Input data START

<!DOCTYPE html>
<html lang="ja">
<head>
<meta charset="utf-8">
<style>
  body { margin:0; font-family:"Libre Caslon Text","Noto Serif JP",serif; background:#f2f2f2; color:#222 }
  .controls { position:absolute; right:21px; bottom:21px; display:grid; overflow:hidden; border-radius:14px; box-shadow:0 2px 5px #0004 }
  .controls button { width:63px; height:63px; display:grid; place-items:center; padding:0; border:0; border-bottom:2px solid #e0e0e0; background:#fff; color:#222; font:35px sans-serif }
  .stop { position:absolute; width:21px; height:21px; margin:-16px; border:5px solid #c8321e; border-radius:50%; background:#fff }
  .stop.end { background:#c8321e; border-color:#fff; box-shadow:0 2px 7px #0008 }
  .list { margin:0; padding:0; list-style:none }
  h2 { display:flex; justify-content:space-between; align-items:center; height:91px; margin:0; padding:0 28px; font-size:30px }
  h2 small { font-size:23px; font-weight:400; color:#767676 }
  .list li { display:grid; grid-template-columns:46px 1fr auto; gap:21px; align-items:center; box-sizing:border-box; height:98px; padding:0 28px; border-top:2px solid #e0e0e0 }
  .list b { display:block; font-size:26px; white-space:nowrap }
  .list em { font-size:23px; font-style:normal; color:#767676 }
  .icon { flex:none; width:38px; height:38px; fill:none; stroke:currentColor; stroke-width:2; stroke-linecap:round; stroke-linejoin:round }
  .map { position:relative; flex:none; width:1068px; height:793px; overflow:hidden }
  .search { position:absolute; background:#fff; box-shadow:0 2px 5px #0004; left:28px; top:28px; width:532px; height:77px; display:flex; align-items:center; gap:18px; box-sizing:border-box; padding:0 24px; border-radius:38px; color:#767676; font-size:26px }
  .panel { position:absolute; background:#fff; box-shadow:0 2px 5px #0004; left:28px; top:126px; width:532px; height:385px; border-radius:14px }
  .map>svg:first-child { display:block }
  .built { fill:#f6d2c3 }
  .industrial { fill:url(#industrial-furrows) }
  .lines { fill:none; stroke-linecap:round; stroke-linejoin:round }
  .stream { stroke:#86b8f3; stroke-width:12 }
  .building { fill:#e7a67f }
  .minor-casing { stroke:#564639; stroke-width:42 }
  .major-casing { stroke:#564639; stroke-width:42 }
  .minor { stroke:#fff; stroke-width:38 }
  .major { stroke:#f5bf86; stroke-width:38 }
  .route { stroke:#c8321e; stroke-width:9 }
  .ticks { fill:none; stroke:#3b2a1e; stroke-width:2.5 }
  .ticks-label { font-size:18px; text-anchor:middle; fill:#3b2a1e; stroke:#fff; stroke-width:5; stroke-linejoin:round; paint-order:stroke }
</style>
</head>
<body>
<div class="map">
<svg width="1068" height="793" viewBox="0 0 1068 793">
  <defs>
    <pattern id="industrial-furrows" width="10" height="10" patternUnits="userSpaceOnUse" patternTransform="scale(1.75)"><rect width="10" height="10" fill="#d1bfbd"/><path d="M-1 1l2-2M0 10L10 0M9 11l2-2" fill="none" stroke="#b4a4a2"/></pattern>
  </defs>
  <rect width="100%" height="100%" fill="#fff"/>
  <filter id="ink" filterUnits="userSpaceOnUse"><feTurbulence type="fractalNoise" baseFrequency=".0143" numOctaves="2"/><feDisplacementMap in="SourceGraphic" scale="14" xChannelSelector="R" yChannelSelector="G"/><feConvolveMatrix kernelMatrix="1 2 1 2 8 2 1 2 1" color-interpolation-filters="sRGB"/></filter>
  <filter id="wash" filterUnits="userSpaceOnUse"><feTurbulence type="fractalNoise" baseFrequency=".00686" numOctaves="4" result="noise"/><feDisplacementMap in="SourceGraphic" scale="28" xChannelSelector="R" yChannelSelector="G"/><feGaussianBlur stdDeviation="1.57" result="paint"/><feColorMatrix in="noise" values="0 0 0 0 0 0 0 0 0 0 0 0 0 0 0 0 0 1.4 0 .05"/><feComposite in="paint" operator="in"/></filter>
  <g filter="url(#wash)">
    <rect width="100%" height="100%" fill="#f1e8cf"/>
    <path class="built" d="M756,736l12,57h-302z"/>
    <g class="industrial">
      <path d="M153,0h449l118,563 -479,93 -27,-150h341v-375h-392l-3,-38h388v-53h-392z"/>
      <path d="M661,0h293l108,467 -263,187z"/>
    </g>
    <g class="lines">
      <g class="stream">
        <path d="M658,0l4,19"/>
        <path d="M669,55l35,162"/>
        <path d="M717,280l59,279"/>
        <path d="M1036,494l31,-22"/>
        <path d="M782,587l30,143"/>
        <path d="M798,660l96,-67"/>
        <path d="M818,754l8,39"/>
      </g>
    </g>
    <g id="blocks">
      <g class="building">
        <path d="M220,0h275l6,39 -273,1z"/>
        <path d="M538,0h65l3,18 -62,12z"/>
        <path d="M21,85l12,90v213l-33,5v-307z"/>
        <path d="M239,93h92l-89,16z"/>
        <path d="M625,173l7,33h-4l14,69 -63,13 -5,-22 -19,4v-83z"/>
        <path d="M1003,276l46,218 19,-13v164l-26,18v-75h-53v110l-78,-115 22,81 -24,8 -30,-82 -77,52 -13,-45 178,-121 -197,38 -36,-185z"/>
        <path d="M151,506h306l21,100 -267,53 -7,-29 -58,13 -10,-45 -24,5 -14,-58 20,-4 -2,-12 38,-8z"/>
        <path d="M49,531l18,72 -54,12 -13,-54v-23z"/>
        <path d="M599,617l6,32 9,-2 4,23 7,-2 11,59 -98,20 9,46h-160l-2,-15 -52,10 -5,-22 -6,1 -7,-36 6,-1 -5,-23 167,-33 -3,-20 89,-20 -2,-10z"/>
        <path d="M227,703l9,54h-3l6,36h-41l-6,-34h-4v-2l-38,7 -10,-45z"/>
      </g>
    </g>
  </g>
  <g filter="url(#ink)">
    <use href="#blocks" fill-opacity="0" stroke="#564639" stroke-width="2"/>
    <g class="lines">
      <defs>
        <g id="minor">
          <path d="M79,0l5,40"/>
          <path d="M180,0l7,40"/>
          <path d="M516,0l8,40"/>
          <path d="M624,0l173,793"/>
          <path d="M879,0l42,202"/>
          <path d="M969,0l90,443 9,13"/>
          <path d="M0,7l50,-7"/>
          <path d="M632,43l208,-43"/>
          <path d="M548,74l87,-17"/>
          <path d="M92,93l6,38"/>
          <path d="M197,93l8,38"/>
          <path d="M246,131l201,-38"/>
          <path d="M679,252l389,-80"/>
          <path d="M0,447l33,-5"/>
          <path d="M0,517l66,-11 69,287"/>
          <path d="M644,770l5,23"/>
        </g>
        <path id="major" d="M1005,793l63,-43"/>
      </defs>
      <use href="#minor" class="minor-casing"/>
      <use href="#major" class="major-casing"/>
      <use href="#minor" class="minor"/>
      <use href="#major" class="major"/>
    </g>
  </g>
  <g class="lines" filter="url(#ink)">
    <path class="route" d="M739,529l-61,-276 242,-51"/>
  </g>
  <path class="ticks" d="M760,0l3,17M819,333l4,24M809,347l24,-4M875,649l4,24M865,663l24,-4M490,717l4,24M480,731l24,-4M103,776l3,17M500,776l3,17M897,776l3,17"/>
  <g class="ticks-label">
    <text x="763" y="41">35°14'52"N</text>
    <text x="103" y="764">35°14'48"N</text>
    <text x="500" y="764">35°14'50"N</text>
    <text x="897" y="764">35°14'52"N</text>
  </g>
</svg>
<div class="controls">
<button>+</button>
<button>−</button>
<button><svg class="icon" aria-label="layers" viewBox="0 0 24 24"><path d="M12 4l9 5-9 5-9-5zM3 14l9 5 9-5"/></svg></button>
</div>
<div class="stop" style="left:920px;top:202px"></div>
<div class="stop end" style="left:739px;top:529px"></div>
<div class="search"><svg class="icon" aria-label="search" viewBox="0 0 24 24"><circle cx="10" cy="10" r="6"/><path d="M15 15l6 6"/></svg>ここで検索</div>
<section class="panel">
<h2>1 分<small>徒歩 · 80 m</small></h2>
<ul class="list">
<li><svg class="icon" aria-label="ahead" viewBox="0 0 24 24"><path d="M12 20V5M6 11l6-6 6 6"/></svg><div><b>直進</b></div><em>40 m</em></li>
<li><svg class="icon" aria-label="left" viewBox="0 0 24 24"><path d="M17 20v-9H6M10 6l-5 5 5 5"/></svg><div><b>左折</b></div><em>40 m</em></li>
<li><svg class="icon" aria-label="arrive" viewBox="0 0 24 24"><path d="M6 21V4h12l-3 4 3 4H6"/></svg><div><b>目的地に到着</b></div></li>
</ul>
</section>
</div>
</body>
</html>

Input data END

About this task:
Nothing but the lines from the top of the entries above through the line with "font-size:23px; font-weight:400; color:#767676" should be set down, each exactly as written.

Answer to this task:
<!DOCTYPE html>
<html lang="ja">
<head>
<meta charset="utf-8">
<style>
  body { margin:0; font-family:"Libre Caslon Text","Noto Serif JP",serif; background:#f2f2f2; color:#222 }
  .controls { position:absolute; right:21px; bottom:21px; display:grid; overflow:hidden; border-radius:14px; box-shadow:0 2px 5px #0004 }
  .controls button { width:63px; height:63px; display:grid; place-items:center; padding:0; border:0; border-bottom:2px solid #e0e0e0; background:#fff; color:#222; font:35px sans-serif }
  .stop { position:absolute; width:21px; height:21px; margin:-16px; border:5px solid #c8321e; border-radius:50%; background:#fff }
  .stop.end { background:#c8321e; border-color:#fff; box-shadow:0 2px 7px #0008 }
  .list { margin:0; padding:0; list-style:none }
  h2 { display:flex; justify-content:space-between; align-items:center; height:91px; margin:0; padding:0 28px; font-size:30px }
  h2 small { font-size:23px; font-weight:400; color:#767676 }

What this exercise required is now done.